Rosie recently penned her memoir, Handbook for An Unpredictable Life: How I Survived Sister Renata and My Crazy Mother, And Still Came Out Smiling (With Great Hair). In it, she relates in sharp detail her experiences at the Home and two St. Joseph’s-run group homes, before being reunited with her beloved aunt as a teen.
In the book’s preface, Rosie, a recipient of the Children’s Rights Champion Award, describes coming to terms with her tumultuous past. We are grateful that we have the opportunity to excerpt the following for Fostering the Future.

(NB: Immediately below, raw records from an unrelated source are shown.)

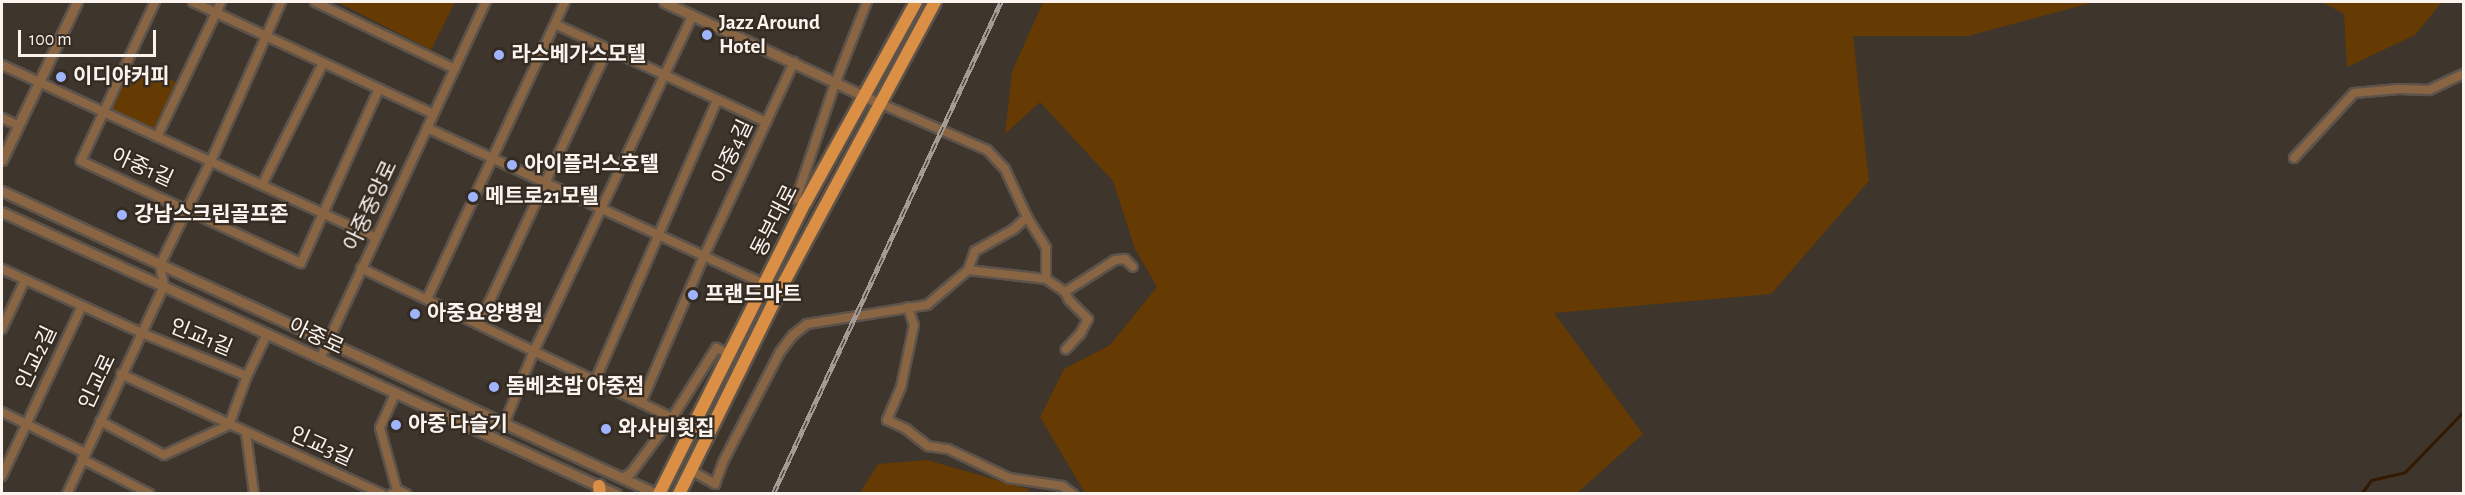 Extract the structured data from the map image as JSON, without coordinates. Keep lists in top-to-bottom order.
{
  "streets": {
    "main road": ["동부대로"],
    "street": [
      "아중4길",
      "아중1길",
      "아중중앙로",
      "아중로",
      "인교1길",
      "인교2길",
      "인교로",
      "인교3길"
    ]
  },
  "crossings": [
    ["아중1길", "아중중앙로"],
    ["아중중앙로", "아중로"],
    ["동부대로", "아중로"],
    ["아중로", "인교로"],
    ["인교1길", "인교로"],
    ["인교로", "인교3길"]
  ],
  "places": [
    "Jazz Around Hotel",
    "라스베가스모텔",
    "이디야커피",
    "아이플러스호텔",
    "메트로21모텔",
    "강남스크린골프존",
    "프랜드마트",
    "아중요양병원",
    "돔베초밥 아중점",
    "아중 다슬기",
    "와사비횟집"
  ],
  "scale_bar": "100 m"
}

The abuse and neglect from my mother and the time I was forced to spend in Saint Joseph’s Catholic Home for Children, aka “the Home,” have affected a big part of my life. And I’ve hated that fact. I’m a forward-moving and positive-thinking person, and it was hard to have that albatross hanging around my neck. I’ve hated my past so much that I’ve spent countless hours downplaying or even hiding bits of the truth of my childhood in an attempt to make it seem less severe, less hurtful, less shameful than it felt.

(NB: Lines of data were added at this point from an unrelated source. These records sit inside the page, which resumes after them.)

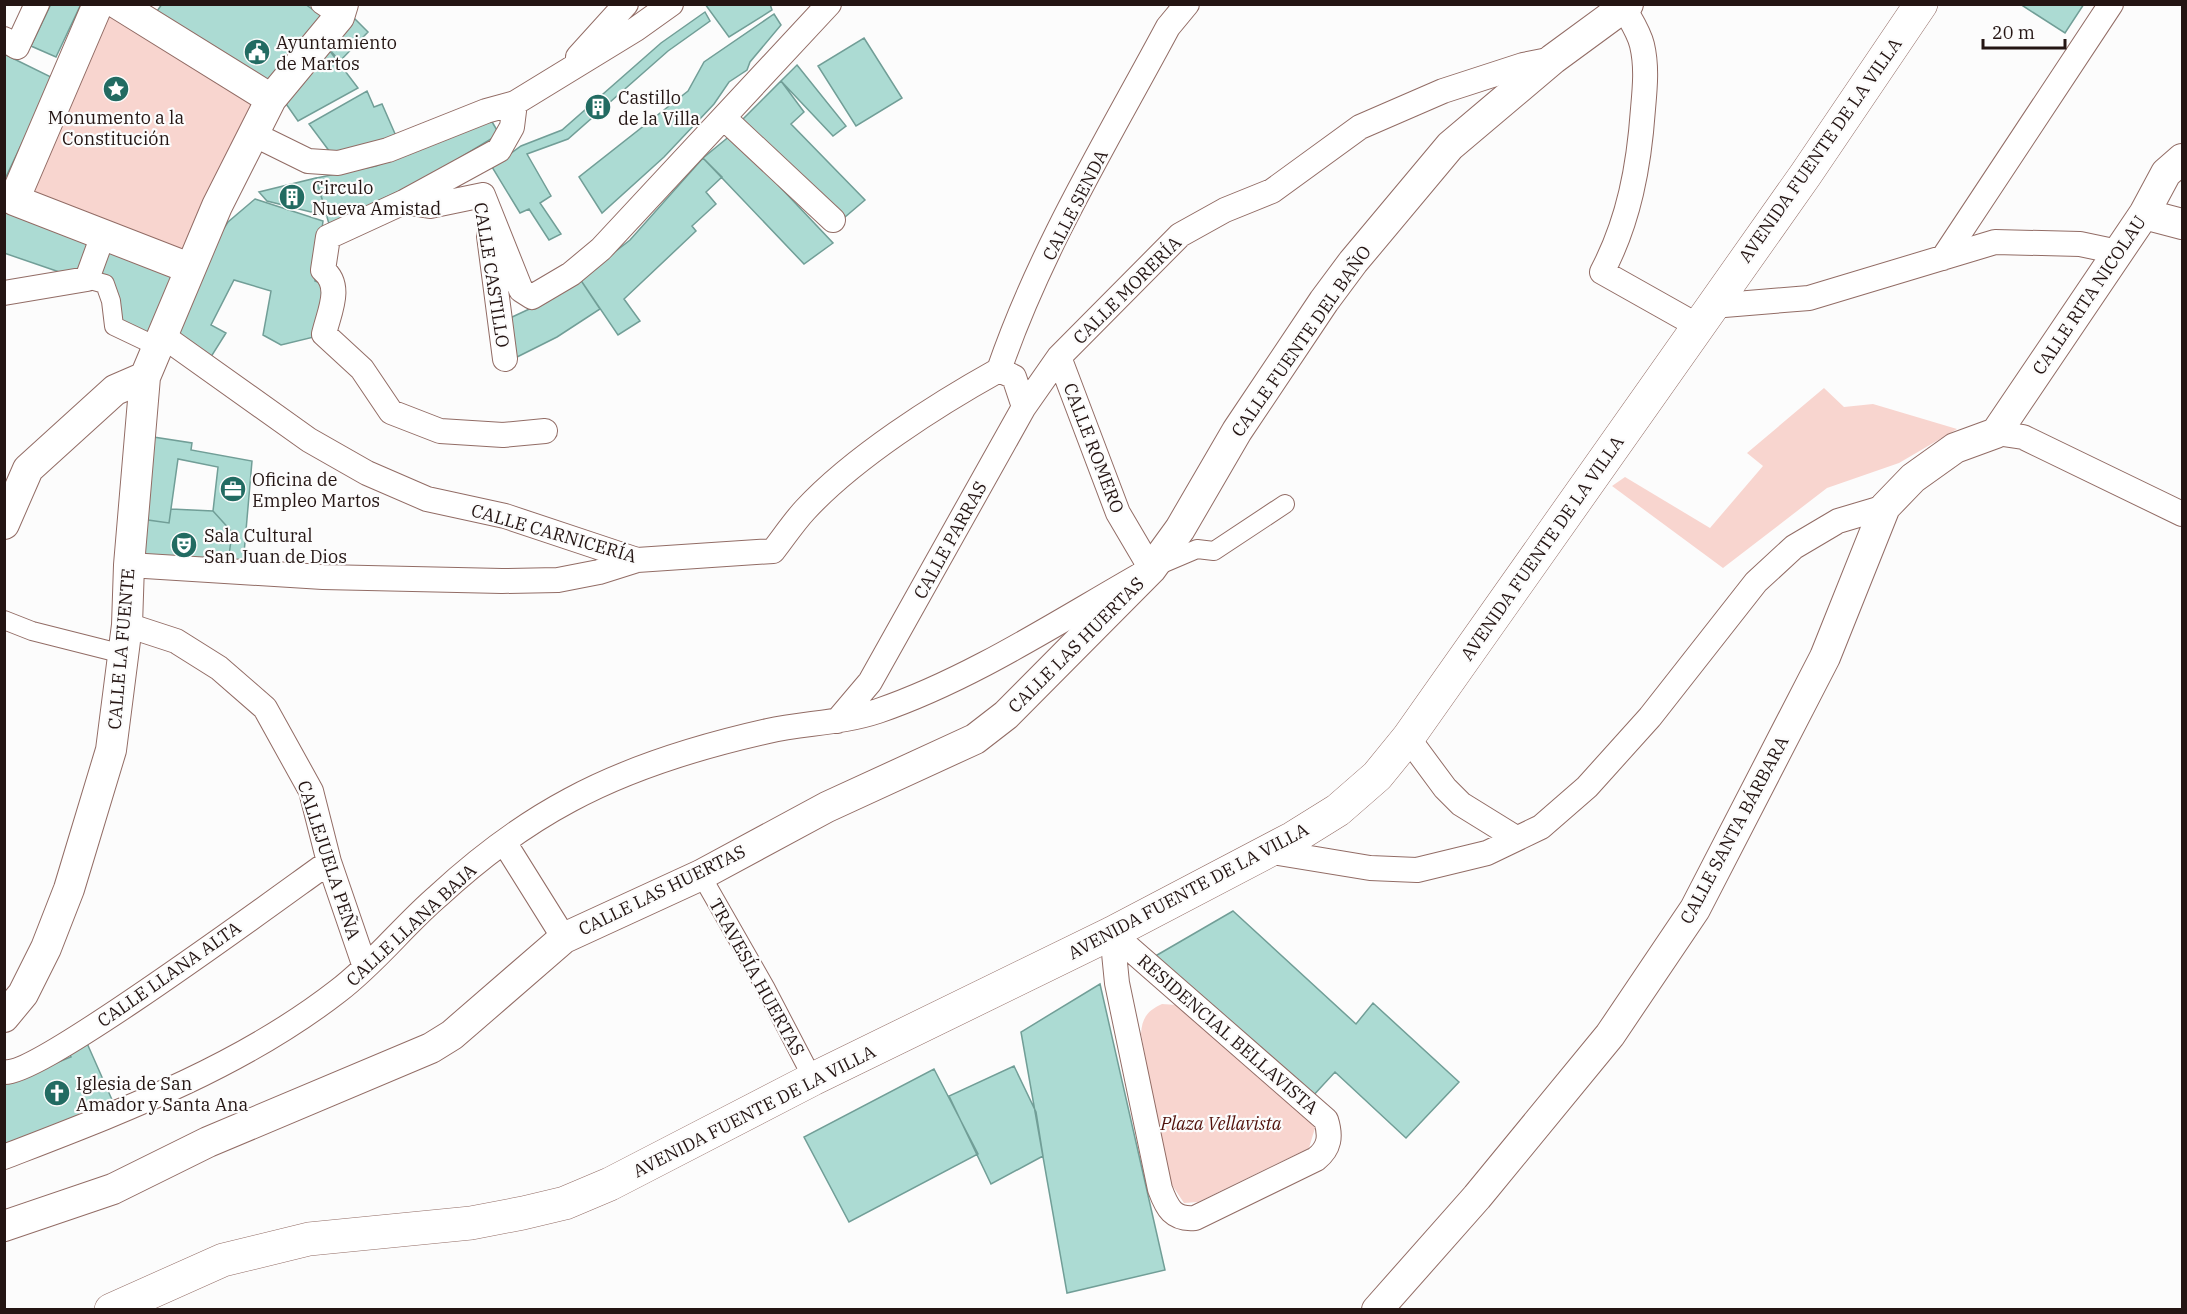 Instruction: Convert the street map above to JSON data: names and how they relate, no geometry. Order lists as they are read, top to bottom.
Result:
{
  "streets": {
    "main road": ["AVENIDA FUENTE DE LA VILLA"],
    "street": [
      "CALLE SENDA",
      "CALLE CASTILLO",
      "CALLE MORERÍA",
      "CALLE RITA NICOLAU",
      "CALLE FUENTE DEL BAÑO",
      "CALLE ROMERO",
      "CALLE CARNICERÍA",
      "CALLE PARRAS",
      "CALLE LAS HUERTAS",
      "CALLE LA FUENTE",
      "CALLE SANTA BÁRBARA",
      "CALLEJUELA PEÑA",
      "CALLE LLANA BAJA",
      "CALLE LLANA ALTA",
      "TRAVESÍA HUERTAS",
      "RESIDENCIAL BELLAVISTA"
    ]
  },
  "crossings": [
    ["AVENIDA FUENTE DE LA VILLA", "TRAVESÍA HUERTAS"],
    ["AVENIDA FUENTE DE LA VILLA", "RESIDENCIAL BELLAVISTA"],
    ["CALLE SENDA", "CALLE CARNICERÍA"],
    ["CALLE MORERÍA", "CALLE FUENTE DEL BAÑO"],
    ["CALLE MORERÍA", "CALLE ROMERO"],
    ["CALLE MORERÍA", "CALLE PARRAS"],
    ["CALLE RITA NICOLAU", "CALLE SANTA BÁRBARA"],
    ["CALLE FUENTE DEL BAÑO", "CALLE ROMERO"],
    ["CALLE FUENTE DEL BAÑO", "CALLE LAS HUERTAS"],
    ["CALLE FUENTE DEL BAÑO", "CALLE LLANA BAJA"],
    ["CALLE ROMERO", "CALLE PARRAS"],
    ["CALLE ROMERO", "CALLE LAS HUERTAS"],
    ["CALLE ROMERO", "CALLE LLANA BAJA"],
    ["CALLE CARNICERÍA", "CALLE LA FUENTE"],
    ["CALLE PARRAS", "CALLE LLANA BAJA"],
    ["CALLE LAS HUERTAS", "CALLE LLANA BAJA"],
    ["CALLE LAS HUERTAS", "TRAVESÍA HUERTAS"],
    ["CALLE LA FUENTE", "CALLEJUELA PEÑA"],
    ["CALLEJUELA PEÑA", "CALLE LLANA BAJA"],
    ["CALLEJUELA PEÑA", "CALLE LLANA ALTA"]
  ],
  "parks": ["Plaza Vellavista"],
  "places": {
    "public building": ["Ayuntamiento de Martos"],
    "place": ["Monumento a la Constitución"],
    "building": ["Castillo de la Villa", "Circulo Nueva Amistad"],
    "office": ["Oficina de Empleo Martos"],
    "theatre": ["Sala Cultural San Juan de Dios"],
    "church": ["Iglesia de San Amador y Santa Ana"]
  },
  "scale_bar": "20 m"
}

I hated the fact that my mother was crazy. I wanted her to be normal. Even when she acted normal — something that many mentally ill people can do, despite what you see in the movies — I was always walking on eggshells, waiting for the insanity to hit. And when it hit, it hit hard and fast — leaving deep emotional and physical scars.
People who are “normal” as a result of good parenting — even just decent parenting — are very lucky. Yeah, I know, everyone’s hell is relative, and blah, blah, blah, but those people are very fortunate. Am I bitter? No, not at all. Every child should have a loving and stable upbringing. There would be less violence and hate, for sure. But most of us didn’t, and regardless of what the experts say, trying to get past your past sucks. Most of us would rather just ignore it or numb it with any or all types of drugs, legal or illegal. Those of us who are a bit stronger — and I say that without judgment — try to avoid those options and deal with our past legitimately: through psychoanalysis, psychiatry, medications, spirituality, whatever. Truth be told, even when you work every day to do so, it’s hard to not lose it, or give up, or worse, fall into a depression.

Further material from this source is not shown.